Work to complete -
Exactly as given, output all the records that follow.

___ Given records ___

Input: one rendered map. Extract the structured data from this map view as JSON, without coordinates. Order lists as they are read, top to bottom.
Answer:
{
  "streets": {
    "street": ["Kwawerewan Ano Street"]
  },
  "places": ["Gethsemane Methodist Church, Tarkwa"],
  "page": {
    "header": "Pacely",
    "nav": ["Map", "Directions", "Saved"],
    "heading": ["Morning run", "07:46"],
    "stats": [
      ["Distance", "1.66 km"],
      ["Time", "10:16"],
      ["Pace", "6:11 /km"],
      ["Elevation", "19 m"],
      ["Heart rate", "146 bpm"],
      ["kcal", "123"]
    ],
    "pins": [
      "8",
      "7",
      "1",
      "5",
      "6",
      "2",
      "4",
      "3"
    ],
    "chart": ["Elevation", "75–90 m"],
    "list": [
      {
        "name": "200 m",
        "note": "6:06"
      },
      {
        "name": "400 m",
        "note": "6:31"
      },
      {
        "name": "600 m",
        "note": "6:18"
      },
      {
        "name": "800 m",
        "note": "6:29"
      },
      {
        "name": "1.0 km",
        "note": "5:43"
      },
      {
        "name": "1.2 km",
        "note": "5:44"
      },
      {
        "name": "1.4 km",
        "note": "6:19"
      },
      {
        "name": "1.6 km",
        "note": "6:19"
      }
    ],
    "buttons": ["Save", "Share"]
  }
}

___

Exercise response -
Input: one rendered map. Extract the structured data from this map view as JSON, without coordinates. Order lists as they are read, top to bottom.
Answer:
{
  "streets": {
    "street": ["Kwawerewan Ano Street"]
  },
  "places": ["Gethsemane Methodist Church, Tarkwa"],
  "page": {
    "header": "Pacely",
    "nav": ["Map", "Directions", "Saved"],
    "heading": ["Morning run", "07:46"],
    "stats": [
      ["Distance", "1.66 km"],
      ["Time", "10:16"],
      ["Pace", "6:11 /km"],
      ["Elevation", "19 m"],
      ["Heart rate", "146 bpm"],
      ["kcal", "123"]
    ],
    "pins": [
      "8",
      "7",
      "1",
      "5",
      "6",
      "2",
      "4",
      "3"
    ],
    "chart": ["Elevation", "75–90 m"],
    "list": [
      {
        "name": "200 m",
        "note": "6:06"
      },
      {
        "name": "400 m",
        "note": "6:31"
      },
      {
        "name": "600 m",
        "note": "6:18"
      },
      {
        "name": "800 m",
        "note": "6:29"
      },
      {
        "name": "1.0 km",
        "note": "5:43"
      },
      {
        "name": "1.2 km",
        "note": "5:44"
      },
      {
        "name": "1.4 km",
        "note": "6:19"
      },
      {
        "name": "1.6 km",
        "note": "6:19"
      }
    ],
    "buttons": ["Save", "Share"]
  }
}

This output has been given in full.